What is the right job for the police? To defend citizens against aggressors. They are to serve us in the capacity of protectors against violence. When murder, assault, rape, robbery, burglary, and such are perpetrated, that’s when a just police force goes out to do its job. As our Declaration of Independence says, "governments are instituted to secure [our] rights." And the most directly force-wielding elements of our government are the police and the military. They are to protect our rights. That idea of the American Founders is the most civilized, the most enlightened idea concerning the proper function of government and its armed forces.

Some among those who love and champion freedom say government is always a bad thing—they are anarchist libertarians. But they, too, want law enforcement, in a slightly different way from the limited government faction. The bottom line is, however, that what those who enforce the law must do is to also stick by the law that needs to be enforced. There is really just one such law, namely, protect everyone’s individual right to liberty, to be free of the aggression of other people.

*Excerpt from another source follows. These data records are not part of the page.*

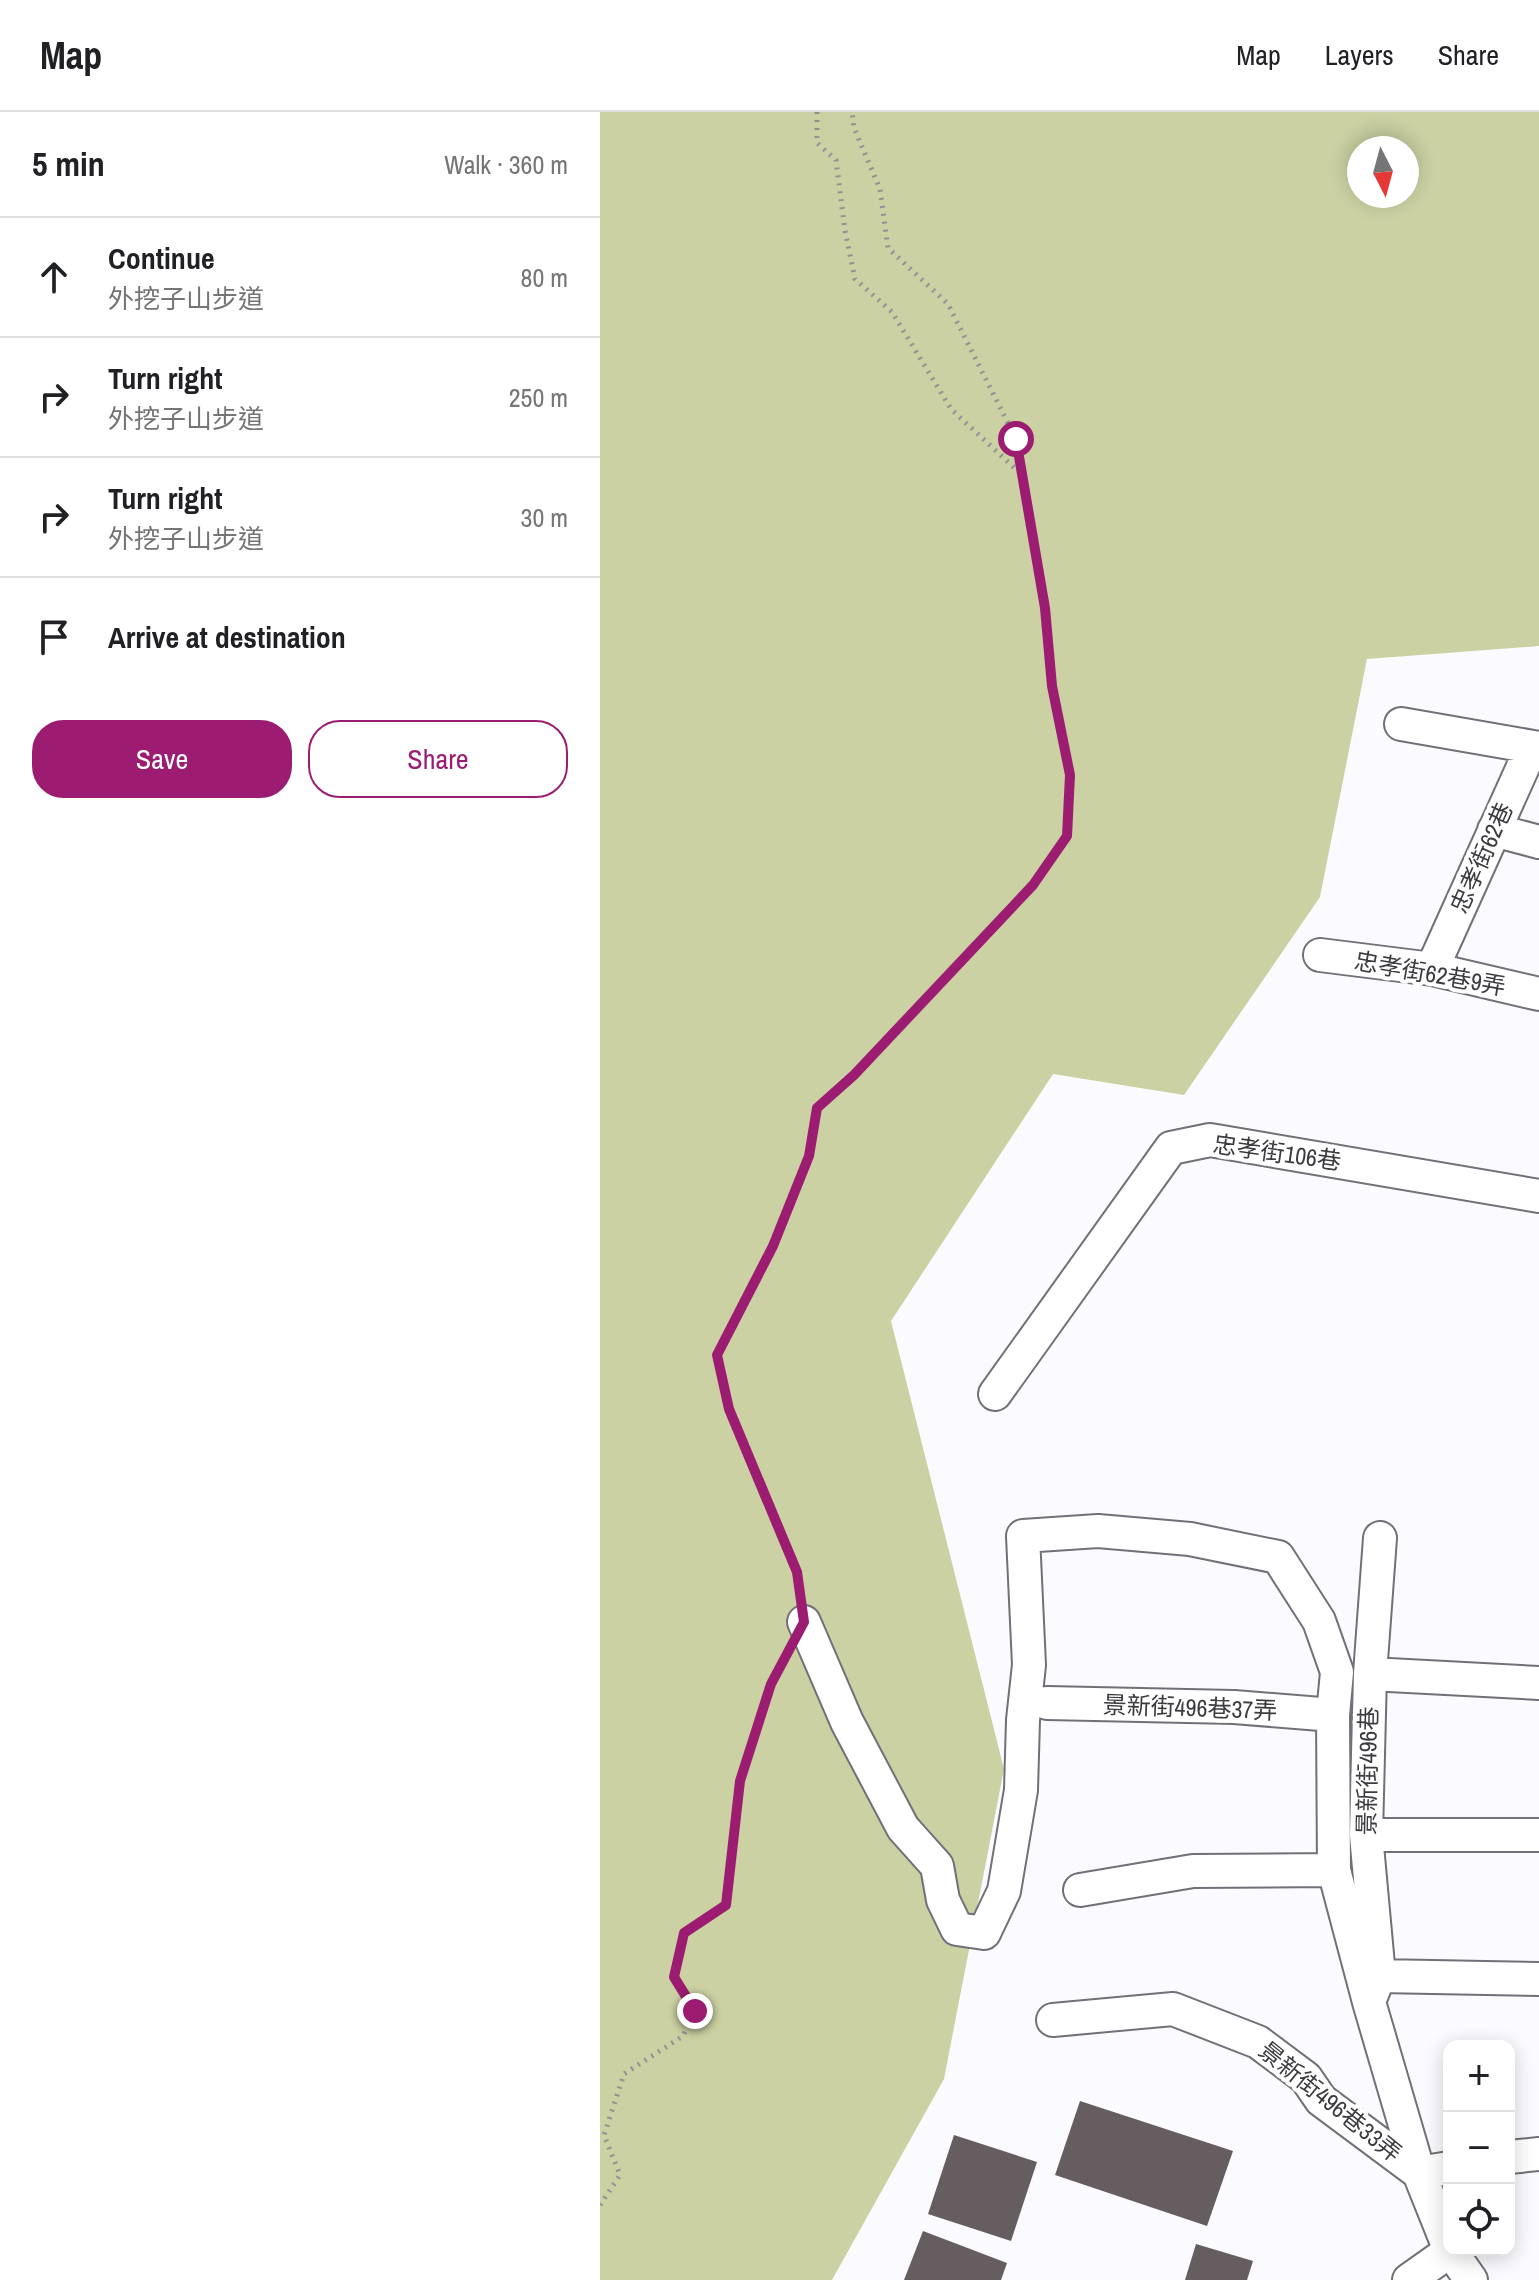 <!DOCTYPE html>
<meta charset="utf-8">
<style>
body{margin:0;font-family:"Archivo Narrow","Noto Sans TC",sans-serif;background:#f6f6f6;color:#202124}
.controls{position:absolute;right:24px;bottom:24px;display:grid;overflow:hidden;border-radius:16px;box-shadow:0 4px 20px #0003}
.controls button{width:72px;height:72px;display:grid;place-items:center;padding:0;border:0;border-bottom:2px solid #e0e0e0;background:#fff;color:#202124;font:40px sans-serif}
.compass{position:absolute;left:747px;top:24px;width:72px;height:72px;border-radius:50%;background:#fff;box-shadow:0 4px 20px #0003;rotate:174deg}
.stop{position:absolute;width:24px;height:24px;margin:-18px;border:6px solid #9c1c71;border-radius:50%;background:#fff}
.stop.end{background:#9c1c71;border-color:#fff;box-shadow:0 2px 8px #0008}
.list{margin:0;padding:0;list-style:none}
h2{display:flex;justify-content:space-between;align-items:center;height:104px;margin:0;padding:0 32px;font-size:34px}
h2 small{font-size:26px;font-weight:400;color:#757577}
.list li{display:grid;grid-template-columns:52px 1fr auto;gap:24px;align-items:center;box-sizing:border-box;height:120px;padding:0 32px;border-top:2px solid #e0e0e0}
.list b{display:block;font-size:30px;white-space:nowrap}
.list p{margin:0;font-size:26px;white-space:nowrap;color:#757577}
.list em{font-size:26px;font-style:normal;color:#757577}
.actions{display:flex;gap:16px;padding:24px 32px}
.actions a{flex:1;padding:18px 0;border:2px solid #9c1c71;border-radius:32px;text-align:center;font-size:28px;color:#9c1c71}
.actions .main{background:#9c1c71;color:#fff}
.icon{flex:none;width:44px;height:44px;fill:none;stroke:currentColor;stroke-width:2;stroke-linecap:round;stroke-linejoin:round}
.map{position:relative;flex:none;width:939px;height:2168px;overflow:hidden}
header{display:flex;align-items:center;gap:48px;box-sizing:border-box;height:112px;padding:0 40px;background:#fff;border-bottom:2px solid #e0e0e0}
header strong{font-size:38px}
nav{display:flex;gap:44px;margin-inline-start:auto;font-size:28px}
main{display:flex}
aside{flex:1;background:#fff}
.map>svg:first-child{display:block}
.forest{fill:#cbd1a3;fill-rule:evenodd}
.building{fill:#665d61}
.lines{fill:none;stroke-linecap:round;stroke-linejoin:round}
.minor-casing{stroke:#707078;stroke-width:36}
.path{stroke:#929296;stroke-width:5;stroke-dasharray:2 6;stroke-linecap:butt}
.minor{stroke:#fff;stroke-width:32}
.route{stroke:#9c1c71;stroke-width:10}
.labels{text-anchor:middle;stroke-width:8;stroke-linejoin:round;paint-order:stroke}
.street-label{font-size:24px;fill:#3c3c40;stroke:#fff}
</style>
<header>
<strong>Map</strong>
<nav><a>Map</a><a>Layers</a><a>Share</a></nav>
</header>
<main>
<aside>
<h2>5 min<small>Walk · 360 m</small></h2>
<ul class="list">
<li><svg class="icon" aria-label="ahead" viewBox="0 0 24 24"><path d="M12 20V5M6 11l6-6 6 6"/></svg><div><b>Continue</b><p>外挖子山步道</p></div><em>80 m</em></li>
<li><svg class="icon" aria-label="right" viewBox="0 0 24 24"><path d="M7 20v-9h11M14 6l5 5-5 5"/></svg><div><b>Turn right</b><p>外挖子山步道</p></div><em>250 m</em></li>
<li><svg class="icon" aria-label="right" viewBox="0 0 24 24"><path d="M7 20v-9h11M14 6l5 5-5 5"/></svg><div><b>Turn right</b><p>外挖子山步道</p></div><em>30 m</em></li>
<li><svg class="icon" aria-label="arrive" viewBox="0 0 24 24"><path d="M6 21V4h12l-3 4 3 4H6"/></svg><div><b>Arrive at destination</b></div></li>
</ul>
<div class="actions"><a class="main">Save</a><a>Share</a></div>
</aside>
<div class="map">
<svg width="939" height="2168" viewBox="0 0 939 2168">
<rect width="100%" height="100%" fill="#fbfbff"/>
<path class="forest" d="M0 0H939V534L767 547 720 785 584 983 453 962 291 1209 404 1657 344 1967 232 2168H0ZM759 36H807V84H759Z"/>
<path class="building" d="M480 1989 633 2039 607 2114 455 2063Z
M354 2023 437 2050 411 2129 328 2102Z
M323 2119 407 2151 401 2168H304Z
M596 2132 653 2149 647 2168H585Z"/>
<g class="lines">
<defs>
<path id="minor" d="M801 612 939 636
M894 718 939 730
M720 843 832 857 939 882
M832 857 932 635
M395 1282 571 1036 610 1028 939 1084
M780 1426 770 1562 766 1723 779 1864 769 1890 819 2061 849 2136
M204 1510 247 1610 303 1716 337 1754 343 1788 357 1817 384 1821 404 1779 421 1678 423 1608 429 1553 423 1424 498 1419 590 1427 678 1445 719 1509 737 1560 733 1603 734 1758 769 1890
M770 1562 939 1571
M447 1591 634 1595 733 1603
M766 1723H939
M480 1778 593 1759 734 1758
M779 1864 939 1867
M453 1908 573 1897 658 1930 706 1966 721 1988 819 2061
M909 2045 939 2042
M819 2061 849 2056
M850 2138 871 2168
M809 2168 850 2139"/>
</defs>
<use href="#minor" class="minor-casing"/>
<path class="path" d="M217 0V31L236 48 245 119 255 167 292 200 351 297 422 363
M200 1482 197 1460 129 1297 117 1243 173 1134 209 1044 217 996 254 963 433 773 467 724 470 663 452 574 445 496 416 327 348 192 288 136 280 77 254 16 252 0
M0 2093 20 2063 4 2023 24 1962 83 1924 95 1899 74 1865 84 1821 126 1793 140 1669 171 1572 185 1544"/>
<use href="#minor" class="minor"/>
</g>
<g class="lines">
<path class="route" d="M95 1899 74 1865 84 1821 126 1793 140 1669 171 1572 204 1510 197 1460 129 1297 117 1243 173 1134 209 1044 217 996 254 963 433 773 467 724 470 663 452 574 445 496 416 327"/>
</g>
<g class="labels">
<g class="street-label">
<text transform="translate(882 746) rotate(-66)" y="8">忠孝街62巷</text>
<text transform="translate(830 862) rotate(10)" y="8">忠孝街62巷9弄</text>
<text transform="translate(677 1041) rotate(8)" y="8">忠孝街106巷</text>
<text transform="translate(590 1596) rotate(2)" y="8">景新街496巷37弄</text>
<text transform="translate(768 1659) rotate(-89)" y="8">景新街496巷</text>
<text transform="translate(730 1990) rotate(39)" y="8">景新街496巷33弄</text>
</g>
</g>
</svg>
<div class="controls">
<button>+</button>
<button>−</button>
<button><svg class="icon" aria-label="locate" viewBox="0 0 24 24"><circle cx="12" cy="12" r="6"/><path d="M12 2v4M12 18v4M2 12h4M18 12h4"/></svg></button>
</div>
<svg class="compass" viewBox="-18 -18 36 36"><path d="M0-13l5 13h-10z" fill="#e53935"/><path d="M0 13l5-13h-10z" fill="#757577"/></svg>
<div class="stop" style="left:416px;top:327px"></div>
<div class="stop end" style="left:95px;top:1899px"></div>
</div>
</main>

In that capacity, as protectors of our rights to life, liberty and pursuit of happiness, the police would be doing something noble. They would be warriors in a good cause, namely, our freedom. With such a job they might even gain the respect of the citizenry, including young people who don’t mind it when cops fight genuine crime. They just mind it when they are being hassled for what they choose to do without hurting anyone else. But when the cops start hassling them, they lose all respect. They dub them corrupt cops. They are the equivalent, only far more dangerous, of a medical malpractice culprit or quack.

If you pay any attention to the news, you know that in all corners of the country cops are getting rougher and rougher. It is perfectly natural—they see themselves not as protectors of the citizenry but as rulers, ones who enforce the way of life preferred by the administrators of our government. This makes cops enemies of the people. And that is too bad. They are the Dr. Frankensteins of our world, people who pretend to be helpers but in fact are monsters.

Oh, there are exceptions, but it is difficult to be such a cop since one’s duties as an officer of the law now include out and out violence, something that’s only by degrees different from the duties of Nazi or Soviet police officers. This way a perfectly honorable profession, that of the police officer, is fundamentally corrupted.